In 1843 Smith married his housekeeper Ellen Henderson and that same year was elected a Fellow of the Zoological Society of London. In his career, he became director-general of the Army Medical Department.
Following huge losses of soldiers during the Crimean War (1853-1856) he became involved in a bitter controversy with Florence Nightingale, who had quite rightly criticised the poor treatment soldiers got from military medical men, the horrid lack of cleanliness, never mind sterility, and the generally inadequate medical arrangements for the campaign. Although he was (predictably, it’s the military and the ‘gentlemen officers’ thing!) exonerated from blame, Smith probably realised Florence was actually right, as he then persuaded the government to build the first fully adequate military hospital and training school for military medical officers near Southampton; about that time, Nightingale also started the Nightingale Training School for nurses and midwives, in London.

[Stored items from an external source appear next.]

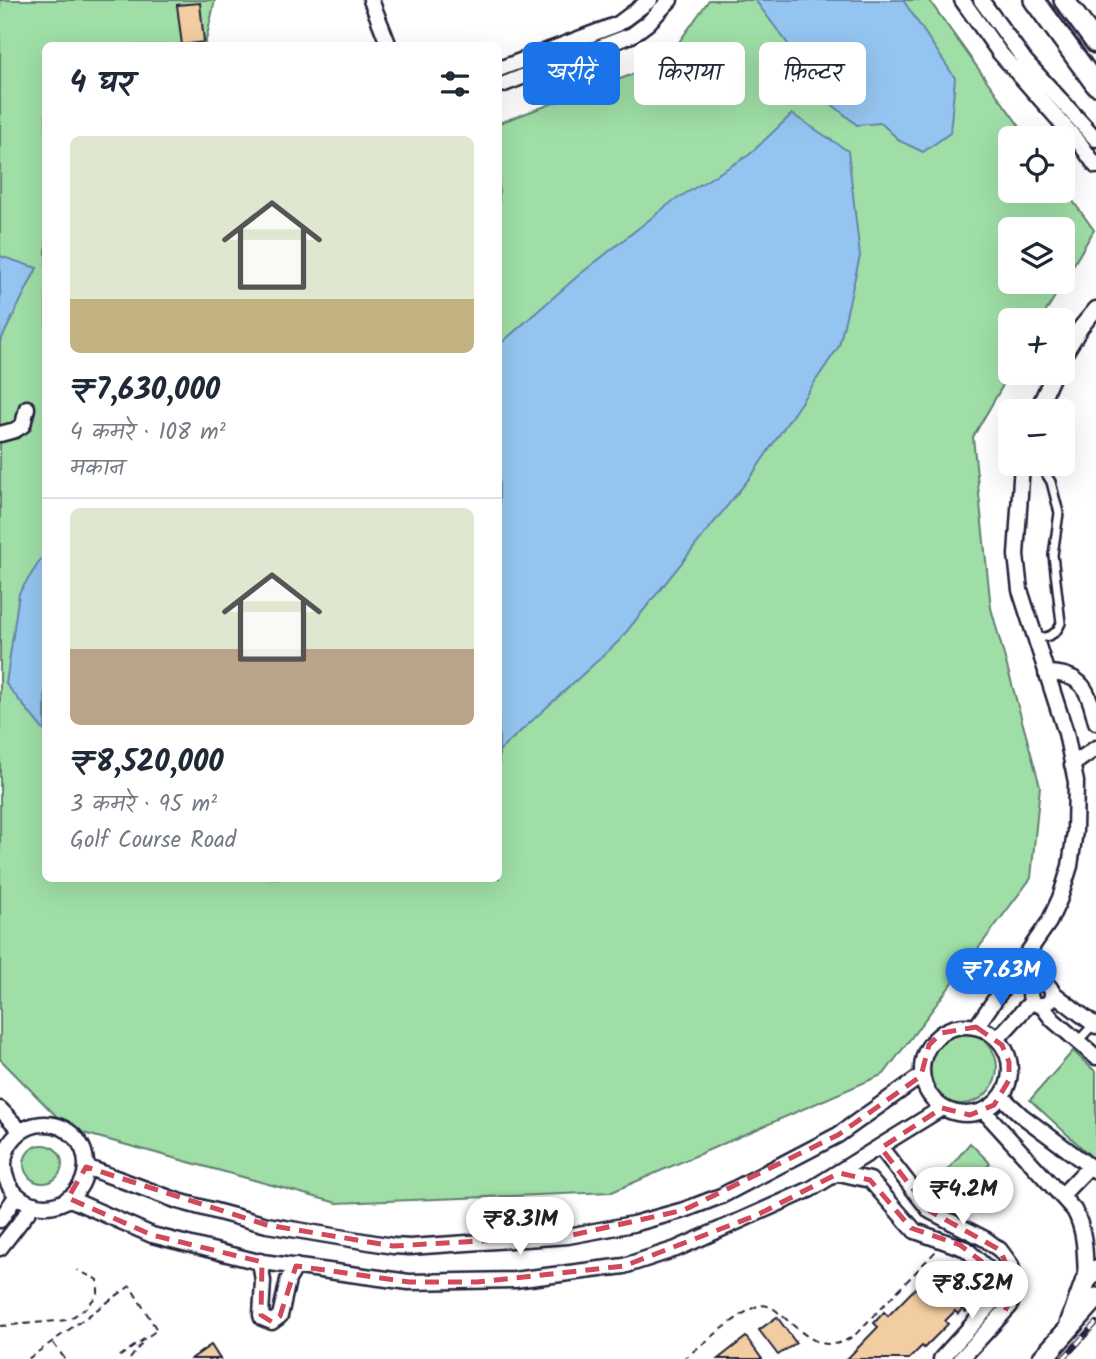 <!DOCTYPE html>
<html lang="hi">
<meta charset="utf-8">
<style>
:root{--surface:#fff;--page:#f6f6f7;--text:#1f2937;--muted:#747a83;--line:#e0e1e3;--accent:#1a73e8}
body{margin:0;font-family:Kalam,"Playpen Sans Deva",sans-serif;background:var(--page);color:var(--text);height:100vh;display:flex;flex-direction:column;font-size:26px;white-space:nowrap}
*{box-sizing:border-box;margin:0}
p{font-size:23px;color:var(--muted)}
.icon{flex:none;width:38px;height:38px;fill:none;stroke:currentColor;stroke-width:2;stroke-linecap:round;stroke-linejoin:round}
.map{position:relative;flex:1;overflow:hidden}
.details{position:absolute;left:42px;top:42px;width:460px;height:840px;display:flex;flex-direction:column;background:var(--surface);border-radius:10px;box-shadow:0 7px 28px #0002}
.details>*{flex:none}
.banner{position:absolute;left:523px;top:42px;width:467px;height:63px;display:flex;gap:14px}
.fabs{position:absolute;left:998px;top:126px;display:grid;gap:14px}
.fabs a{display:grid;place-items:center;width:77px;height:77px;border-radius:10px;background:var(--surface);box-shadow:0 7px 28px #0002;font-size:35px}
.price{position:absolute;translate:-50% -60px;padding:0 16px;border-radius:24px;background:#fff;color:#222;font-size:23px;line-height:46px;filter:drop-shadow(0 2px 4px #0008)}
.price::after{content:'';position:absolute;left:50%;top:42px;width:21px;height:16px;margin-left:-10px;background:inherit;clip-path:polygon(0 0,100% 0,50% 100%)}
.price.current{background:var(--accent);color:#fff}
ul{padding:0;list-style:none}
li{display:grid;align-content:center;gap:14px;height:371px;padding:0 28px}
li+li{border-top:2px solid var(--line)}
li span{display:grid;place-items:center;height:217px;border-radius:10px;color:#555}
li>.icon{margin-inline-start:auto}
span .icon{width:126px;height:126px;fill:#fffc;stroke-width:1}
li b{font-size:30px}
h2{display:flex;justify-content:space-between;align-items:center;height:84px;padding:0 28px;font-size:30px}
.tag{padding:0 24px;border-radius:10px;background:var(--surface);box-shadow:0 7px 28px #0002;font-size:24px;line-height:63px}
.tag.current{background:var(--accent);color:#fff}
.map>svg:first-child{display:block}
.green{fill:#9fdea6;stroke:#608070;stroke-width:2;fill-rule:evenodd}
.water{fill:#94c5f0;stroke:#6684a8;stroke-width:2}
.building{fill:#f1cda1;stroke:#22223b;stroke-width:2}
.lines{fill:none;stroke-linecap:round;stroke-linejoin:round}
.lane-casing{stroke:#22223b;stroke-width:12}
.street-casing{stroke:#22223b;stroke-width:19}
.secondary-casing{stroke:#22223b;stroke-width:24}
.path{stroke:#22223b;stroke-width:2;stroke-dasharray:7 5;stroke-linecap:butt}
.lane{stroke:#fff;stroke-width:7}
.street{stroke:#fff;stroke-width:14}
.secondary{stroke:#fff;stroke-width:19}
.rail-casing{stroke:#22223b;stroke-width:6}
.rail{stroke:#fff;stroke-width:3.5;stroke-dasharray:10;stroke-linecap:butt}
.marked{fill:none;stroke:#d1495b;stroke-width:5;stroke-dasharray:14 9;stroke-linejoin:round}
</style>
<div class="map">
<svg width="1096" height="1359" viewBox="0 0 1096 1359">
<rect width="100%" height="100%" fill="#fff"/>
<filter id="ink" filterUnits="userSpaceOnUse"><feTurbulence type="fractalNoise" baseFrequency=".0143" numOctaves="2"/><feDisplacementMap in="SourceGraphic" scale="14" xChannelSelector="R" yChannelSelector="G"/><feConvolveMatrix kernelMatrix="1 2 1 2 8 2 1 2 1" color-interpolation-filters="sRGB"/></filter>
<g filter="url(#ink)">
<path class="green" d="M 0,0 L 215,0 L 205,45 L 46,46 L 46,878 L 499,878 L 499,123 L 664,63 L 709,0 L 929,0 L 1028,138 L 1010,138 L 1010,191 L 1062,191 L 1062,186 L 1094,230 L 1041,320 L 1010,320 L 1010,373 L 973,437 L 991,608 L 1040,786 L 1031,878 L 884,1074 L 612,1192 L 337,1203 L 69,1129 L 0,1059 ZM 1010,229 L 1062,229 L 1062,282 L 1010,282 Z
M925 1068a36 36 0 1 1 72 0a36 36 0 1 1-72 0Z
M 1073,1051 L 1096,1072 L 1096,1161 L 1030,1100 Z
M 970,1143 L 990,1163 L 958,1204 L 936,1184 Z
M24 1164a19 19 0 1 1 38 0a19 19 0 1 1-38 0Z"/>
<path class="water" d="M 755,0 L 903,0 L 955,78 L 950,133 L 923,152 L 900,141 L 881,123 L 857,125 L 816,91 L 788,44 Z
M 792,114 L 848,151 L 860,256 L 839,346 L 752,475 L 619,641 L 499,751 L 499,345 L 579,275 L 673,201 L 749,155 Z
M 0,256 L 37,268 L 0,342 Z
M 45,553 L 45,732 L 6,684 L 19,593 Z"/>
<path class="building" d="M 200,3 L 204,42 L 182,45 L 177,5 Z
M 941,1262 L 979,1299 L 966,1312 L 962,1309 L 958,1314 L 955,1311 L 945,1321 L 948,1324 L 924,1348 L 922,1346 L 909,1359 L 847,1359 L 878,1327 L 874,1323 L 884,1312 L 888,1316 Z
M 777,1317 L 796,1343 L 778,1355 L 759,1330 Z
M 746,1337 L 762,1359 L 718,1359 Z
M 211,1345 L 220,1359 L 191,1359 Z"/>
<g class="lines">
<g class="lane-casing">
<path id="lane" d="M 1035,639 C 1047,637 1056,636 1061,623 L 1053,555 L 1059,513 L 1051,482 L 1040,464
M 1078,1041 L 1094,1024"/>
</g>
<g class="street-casing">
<path id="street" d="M 371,0 L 389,46
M 962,0 L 999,52 L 1081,145 L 1096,166
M 981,0 L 1026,62 L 1096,139
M 499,69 L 618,24 L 650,0
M 499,86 L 632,35 L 648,23 L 670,0
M 1062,358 L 1081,327 L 1096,309
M 1037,411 L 1054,373
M 0,434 L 15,430 L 23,425 L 27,408
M 1046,673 C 1083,673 1088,690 1096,722
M 1072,765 L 1096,748
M1030 994a11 11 0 1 1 22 0a11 11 0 1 1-22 0Z
M 1052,992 L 1096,1026
M 1041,1005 L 1053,1020 L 1096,1057
M922 1070a44 44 0 1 1 88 0a44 44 0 1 1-88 0Z
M 976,1027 L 1049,922 L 1060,898 L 1070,866 L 1075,831 L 1076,782 L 1066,733 L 1020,590 L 1016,555 L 1022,464
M 997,1039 L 1032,1001
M 1002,1097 L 1021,1115 L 1096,1171
M 0,1109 L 21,1131
M 984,1111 L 1074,1210 C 1086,1231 1085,1256 1086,1280
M4 1165a41 41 0 1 1 82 0a41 41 0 1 1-82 0Z
M 881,1148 L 930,1211 L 985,1239 L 1000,1250 L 1011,1265 L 1016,1287 L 1010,1306 L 961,1359
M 86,1167 L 178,1201 L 267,1225 L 393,1246 L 410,1247 L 568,1236 L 633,1224 L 684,1210 L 721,1196 L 838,1135 L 921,1076
M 839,1173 L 870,1180 L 915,1231 L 966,1249 L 989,1270 L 997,1293 L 994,1301 L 941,1359
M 1062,1195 L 1089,1167
M 68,1198 L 152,1235 L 255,1261 L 409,1282 L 514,1280 L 624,1266 L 676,1249 L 811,1189 L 942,1108
M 0,1220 L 17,1195
M 0,1248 L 34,1204
M 260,1261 L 263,1281 L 261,1315 L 262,1318 L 272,1322 L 280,1316 L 288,1280 L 296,1266"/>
</g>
<g class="secondary-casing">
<path id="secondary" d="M 1034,0 L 1096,85
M 1064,0 L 1096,43
M 1070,1324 L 1086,1280 L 1096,1270
M 1042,1359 L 1096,1298"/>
</g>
<path class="path" d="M 0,1326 L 68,1320 L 86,1308 L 98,1294 L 98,1280 L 77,1270
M 53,1343 L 65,1359
M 28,1359 L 130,1286 L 157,1330 L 116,1359
M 130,1359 L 142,1343
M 683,1359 C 699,1348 743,1310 758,1306 C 764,1304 769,1306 774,1309 C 801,1330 821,1359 855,1335 L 936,1251"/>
<use href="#lane" class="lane"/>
<use href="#street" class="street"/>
<use href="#secondary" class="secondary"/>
<g class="rail-casing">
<path id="rail" d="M 1063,1359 L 1096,1323"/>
</g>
<use href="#rail" class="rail"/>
</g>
</g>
<path class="marked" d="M 976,1027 L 1002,1045 L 1009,1062 L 1009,1080 L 994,1105 L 970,1115 L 942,1108 L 881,1148 L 930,1211 L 1000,1250 L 1016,1287 L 1005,1311 L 994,1301 L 993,1278 L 981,1261 L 960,1245 L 911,1228 L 870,1180 L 839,1173 L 757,1215 L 624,1266 L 477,1282 L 409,1282 L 296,1266 L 280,1316 L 272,1322 L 261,1315 L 262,1262 L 152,1235 L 68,1198 L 86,1167 L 267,1225 L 393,1246 L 568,1236 L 684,1210 L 838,1135 L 921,1076 L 929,1045 L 941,1033 Z"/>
</svg>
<div class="fabs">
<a><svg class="icon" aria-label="locate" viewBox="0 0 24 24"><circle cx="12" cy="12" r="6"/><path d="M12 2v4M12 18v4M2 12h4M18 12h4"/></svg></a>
<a><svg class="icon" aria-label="layers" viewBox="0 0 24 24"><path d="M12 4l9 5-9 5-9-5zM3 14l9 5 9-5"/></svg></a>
<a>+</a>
<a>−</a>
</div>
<b class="price current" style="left:1001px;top:1008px">₹7.63M</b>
<b class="price" style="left:963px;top:1227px">₹4.2M</b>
<b class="price" style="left:520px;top:1257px">₹8.31M</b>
<b class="price" style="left:972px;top:1321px">₹8.52M</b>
<div class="banner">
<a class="tag current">खरीदें</a>
<a class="tag">किराया</a>
<a class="tag">फ़िल्टर</a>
</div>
<section class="details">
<h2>4 घर<svg class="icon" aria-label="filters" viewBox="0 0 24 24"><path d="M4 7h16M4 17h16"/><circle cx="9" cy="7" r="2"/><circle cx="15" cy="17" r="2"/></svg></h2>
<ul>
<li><span style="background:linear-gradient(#dfe7d0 75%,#c2b280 0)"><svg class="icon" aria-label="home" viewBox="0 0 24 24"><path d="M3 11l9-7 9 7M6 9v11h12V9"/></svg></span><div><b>₹7,630,000</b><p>4 कमरे · 108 m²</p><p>मकान</p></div></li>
<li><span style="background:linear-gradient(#dfe7d0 65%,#b9a48a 0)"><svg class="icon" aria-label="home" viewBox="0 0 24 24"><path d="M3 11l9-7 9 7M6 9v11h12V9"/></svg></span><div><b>₹8,520,000</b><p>3 कमरे · 95 m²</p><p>Golf Course Road</p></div></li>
</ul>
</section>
</div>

Smith, now Sir Andrew Smith KCB, resigned his post in May 1858 and began writing an ambitious work on the ethnography of the whole continent of Africa. He presented thousands of specimens from his personal natural history collection to his alma mater the University of Edinburgh. Then, following the death of his wife towards the end of 1864 he lost interest in his writing project and spent the last years of his life as a recluse.
The Cape shoveler and Karoo thrush still carry his name.
wikipedia and http://www.oiseaux-birds.com; Jane Carruthers’article; Biographical Database of SA Scientists; Undiscovered Scotland article; S2A3 biographies of SA Scientists; vanriebeecksociety; biodiversitylibrary;
sarie’d voort – I imagine them sallying forth singing sarie marais
KCB – Knight Commander, Order of the Bath; I wonder if Florence Nightingale organised that he got this – after her accusations of unsanitary conditions under his watch!? Kidding! But hey, not inappropriate . .
All the ‘joint’ jokes? Well, when horticulturalists and botanists are growing stuff, and they’re appointed vice chairmen and joint chairmen – AND I’m writing on the 20th April – ?? – Things happen.